24e Mars 1767
Voicy, ma chère nièce, l'état où nous sommes.
Toute communication avec Genêve est interrompue. Il faut tout faire venir de Lyon, et les voitures de Lyon ne peuvent passer. Plus de carosses, plus de messageries, plus de rouliers. Nous faisions venir tout ce qui nous était nécessaire par le courier, et on vient de saisir ce courier. Si j'étais plus jeune j'abandonnerais Ferney pour jamais, j'irais chercher ailleurs la tranquilité; mais le moien de déménager à soixante et quatorze ans! Sans doute vôtre fils doit manger peu et marcher beaucoup ou souffrir; il faut opter. Il s'agit icy de ne se pas condamner soi même à une vie courte et malheureuse.
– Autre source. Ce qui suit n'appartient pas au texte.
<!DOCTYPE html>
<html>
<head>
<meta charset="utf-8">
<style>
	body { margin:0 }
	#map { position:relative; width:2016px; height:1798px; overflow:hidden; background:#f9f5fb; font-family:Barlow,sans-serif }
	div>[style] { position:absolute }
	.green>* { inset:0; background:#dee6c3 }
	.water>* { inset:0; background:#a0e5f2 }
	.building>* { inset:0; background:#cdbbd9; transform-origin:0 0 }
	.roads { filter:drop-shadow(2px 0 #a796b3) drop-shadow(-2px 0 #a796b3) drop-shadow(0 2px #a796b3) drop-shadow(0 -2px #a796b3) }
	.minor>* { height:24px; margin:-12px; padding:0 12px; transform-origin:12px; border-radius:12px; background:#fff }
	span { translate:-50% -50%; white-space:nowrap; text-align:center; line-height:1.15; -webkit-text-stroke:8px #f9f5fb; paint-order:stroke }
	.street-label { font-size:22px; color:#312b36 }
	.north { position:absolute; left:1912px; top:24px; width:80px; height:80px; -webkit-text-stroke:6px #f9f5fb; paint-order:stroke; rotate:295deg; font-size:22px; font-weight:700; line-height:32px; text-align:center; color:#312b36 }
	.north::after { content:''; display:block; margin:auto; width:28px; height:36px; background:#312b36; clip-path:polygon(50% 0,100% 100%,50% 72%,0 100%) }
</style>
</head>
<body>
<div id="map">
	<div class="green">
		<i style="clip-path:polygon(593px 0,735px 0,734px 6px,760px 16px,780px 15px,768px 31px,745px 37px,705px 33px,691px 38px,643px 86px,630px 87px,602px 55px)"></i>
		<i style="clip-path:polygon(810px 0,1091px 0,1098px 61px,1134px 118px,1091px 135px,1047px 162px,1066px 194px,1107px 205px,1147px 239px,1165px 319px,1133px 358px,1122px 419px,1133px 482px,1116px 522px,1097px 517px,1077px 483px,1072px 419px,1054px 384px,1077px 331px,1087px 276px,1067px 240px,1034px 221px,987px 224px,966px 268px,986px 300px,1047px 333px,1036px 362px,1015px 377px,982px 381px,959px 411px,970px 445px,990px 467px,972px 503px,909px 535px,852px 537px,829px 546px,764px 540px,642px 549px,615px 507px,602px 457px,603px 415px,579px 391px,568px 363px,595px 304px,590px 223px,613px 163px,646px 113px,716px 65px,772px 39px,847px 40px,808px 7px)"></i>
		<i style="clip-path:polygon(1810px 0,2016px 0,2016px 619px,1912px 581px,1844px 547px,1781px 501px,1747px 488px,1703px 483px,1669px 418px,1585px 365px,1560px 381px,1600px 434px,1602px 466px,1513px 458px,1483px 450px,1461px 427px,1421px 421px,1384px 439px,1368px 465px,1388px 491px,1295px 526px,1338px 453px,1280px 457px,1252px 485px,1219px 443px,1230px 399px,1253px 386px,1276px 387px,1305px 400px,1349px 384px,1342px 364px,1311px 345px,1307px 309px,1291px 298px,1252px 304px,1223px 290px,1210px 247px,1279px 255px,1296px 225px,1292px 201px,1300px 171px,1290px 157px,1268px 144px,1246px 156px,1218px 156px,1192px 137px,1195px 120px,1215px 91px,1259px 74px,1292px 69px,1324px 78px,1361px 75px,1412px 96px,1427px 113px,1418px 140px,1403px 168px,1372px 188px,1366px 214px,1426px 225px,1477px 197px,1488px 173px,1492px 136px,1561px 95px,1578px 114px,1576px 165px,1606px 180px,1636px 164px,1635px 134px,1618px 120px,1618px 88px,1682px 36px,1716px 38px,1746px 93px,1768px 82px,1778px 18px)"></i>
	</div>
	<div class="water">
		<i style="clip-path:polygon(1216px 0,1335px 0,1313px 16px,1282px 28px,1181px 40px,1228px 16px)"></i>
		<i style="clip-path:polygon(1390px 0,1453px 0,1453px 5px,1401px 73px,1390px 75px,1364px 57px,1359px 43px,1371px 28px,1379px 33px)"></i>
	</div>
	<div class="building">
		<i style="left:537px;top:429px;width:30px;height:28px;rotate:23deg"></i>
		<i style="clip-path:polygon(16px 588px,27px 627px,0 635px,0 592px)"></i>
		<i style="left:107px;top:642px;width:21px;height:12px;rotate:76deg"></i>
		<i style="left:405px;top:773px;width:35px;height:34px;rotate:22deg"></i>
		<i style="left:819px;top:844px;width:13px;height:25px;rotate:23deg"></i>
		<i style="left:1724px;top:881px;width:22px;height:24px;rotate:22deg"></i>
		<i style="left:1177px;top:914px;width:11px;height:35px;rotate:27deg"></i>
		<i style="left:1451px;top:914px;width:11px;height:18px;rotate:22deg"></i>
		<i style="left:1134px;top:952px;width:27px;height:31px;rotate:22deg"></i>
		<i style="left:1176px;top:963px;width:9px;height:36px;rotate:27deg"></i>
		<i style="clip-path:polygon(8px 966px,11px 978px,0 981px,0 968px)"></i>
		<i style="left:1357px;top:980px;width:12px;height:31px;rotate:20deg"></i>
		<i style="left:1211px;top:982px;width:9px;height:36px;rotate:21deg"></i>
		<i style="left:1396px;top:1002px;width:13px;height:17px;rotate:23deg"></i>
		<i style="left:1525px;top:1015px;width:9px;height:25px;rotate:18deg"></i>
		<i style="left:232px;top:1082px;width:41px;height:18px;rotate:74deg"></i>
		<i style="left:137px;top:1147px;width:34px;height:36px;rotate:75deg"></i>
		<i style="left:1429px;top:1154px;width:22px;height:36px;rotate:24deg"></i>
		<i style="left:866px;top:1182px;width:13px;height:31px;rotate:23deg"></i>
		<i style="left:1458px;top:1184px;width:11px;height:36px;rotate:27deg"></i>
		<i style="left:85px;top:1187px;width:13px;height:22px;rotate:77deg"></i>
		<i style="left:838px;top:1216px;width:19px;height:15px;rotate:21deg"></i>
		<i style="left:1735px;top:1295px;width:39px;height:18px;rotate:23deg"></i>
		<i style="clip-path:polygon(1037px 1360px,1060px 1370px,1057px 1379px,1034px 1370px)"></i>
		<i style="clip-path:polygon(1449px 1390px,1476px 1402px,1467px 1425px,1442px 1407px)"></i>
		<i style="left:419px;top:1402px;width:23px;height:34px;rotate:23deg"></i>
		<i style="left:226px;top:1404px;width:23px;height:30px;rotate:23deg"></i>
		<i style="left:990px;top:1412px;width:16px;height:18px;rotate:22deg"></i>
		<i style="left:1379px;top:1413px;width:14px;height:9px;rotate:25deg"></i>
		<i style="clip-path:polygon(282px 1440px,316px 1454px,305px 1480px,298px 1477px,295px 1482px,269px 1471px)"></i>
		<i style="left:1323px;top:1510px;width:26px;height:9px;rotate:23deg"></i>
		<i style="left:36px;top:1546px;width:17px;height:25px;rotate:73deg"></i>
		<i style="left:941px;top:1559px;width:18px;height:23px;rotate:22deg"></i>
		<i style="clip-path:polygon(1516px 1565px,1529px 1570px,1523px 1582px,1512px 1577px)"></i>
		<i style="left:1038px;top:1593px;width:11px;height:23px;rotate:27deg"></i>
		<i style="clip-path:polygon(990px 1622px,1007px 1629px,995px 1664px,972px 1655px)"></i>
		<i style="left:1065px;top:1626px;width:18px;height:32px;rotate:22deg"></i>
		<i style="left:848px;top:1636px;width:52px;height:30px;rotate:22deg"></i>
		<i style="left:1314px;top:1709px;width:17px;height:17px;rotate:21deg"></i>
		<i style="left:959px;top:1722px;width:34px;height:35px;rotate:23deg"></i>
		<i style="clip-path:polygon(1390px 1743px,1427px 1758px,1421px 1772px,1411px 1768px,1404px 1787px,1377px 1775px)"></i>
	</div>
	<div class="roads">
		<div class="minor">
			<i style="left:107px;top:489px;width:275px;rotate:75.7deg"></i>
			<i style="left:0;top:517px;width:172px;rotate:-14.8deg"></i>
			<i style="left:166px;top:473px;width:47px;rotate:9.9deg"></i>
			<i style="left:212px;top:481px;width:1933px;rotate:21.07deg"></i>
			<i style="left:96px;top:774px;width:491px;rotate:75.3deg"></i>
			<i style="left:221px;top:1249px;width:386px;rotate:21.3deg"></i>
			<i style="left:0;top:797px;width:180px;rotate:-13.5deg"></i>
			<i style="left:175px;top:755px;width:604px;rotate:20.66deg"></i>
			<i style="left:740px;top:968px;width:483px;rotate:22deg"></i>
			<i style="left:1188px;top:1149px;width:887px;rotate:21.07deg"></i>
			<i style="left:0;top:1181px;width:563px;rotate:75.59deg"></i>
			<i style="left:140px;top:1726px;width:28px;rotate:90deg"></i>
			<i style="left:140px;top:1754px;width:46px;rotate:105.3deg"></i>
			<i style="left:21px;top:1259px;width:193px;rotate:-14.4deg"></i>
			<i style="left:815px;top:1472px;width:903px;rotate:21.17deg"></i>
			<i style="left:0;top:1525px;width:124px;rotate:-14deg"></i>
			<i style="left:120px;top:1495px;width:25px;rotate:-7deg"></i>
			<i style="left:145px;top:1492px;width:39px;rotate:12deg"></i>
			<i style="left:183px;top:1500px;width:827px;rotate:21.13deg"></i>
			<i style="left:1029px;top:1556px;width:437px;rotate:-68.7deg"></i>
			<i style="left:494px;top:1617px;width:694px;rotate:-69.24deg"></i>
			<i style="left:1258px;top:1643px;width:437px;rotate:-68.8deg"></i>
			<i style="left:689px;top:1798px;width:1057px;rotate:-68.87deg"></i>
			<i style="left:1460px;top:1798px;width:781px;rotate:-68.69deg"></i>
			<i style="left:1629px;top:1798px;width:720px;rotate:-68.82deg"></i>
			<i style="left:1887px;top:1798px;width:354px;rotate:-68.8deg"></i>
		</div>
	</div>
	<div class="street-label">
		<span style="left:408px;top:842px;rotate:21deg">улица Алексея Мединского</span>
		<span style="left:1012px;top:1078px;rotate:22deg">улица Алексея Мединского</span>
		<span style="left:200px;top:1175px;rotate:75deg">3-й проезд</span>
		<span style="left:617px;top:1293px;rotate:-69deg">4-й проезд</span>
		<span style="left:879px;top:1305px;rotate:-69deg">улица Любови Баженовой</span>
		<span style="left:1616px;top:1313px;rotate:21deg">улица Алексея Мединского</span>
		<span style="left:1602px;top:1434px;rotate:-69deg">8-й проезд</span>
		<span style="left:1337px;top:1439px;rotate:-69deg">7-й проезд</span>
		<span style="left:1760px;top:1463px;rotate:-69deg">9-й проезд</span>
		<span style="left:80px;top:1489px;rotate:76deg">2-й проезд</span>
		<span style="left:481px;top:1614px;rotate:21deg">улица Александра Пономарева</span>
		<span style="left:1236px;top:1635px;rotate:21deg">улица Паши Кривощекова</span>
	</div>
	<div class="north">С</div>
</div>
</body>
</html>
Je vous remercie bien tendrement de vôtre assistance aux répétitions des Scythes avec vôtre brave Persan grand Ecuier de Babilone. Je voudrais bien qu'on ne gâtât pas, qu'on ne mutilât pas indignement ces Scythes, comme on a défiguré toutes les pièces dont j'ai gratifié les comédiens. J'ai été mal paié par eux de mes bienfaits.
Venez vers le quinze de May, ma chère enfant, nous ne serons libres et arrangés que dans ce tems là, nous sommes tout bouleversés.
Tronchin hazarde trop en pronostics de maladies, en affaires et en propos. Vôtre sœur a été très malade, on l'a saignée deux fois, quoi que Tronchin lui ait ordonné de ne se faire jamais saigner, elle était en très grand danger si elle n'avait pas pris cette précaution. Pour moi je suporte tout le fardeau de la vieillesse. Il n'y a plus de soupers ni pour elle ni pour moi. Nous mangeons un pigeon à nous deux à diner; Les Dupuits, les Racle, Les Laharpe, trois ménages dinent ensemble avec les enfans. Comment ferez vous? Nous avons fermé nôtre porte heureusement aux Anglais, aux Allemands, aux genevois. Il faut finir ses jours dans la retraitte; la cohue m'est insuportable. Vous accomoderez vous de nôtre couvent? ne comptez pas sur la bonne chère, elle est devenue impossible.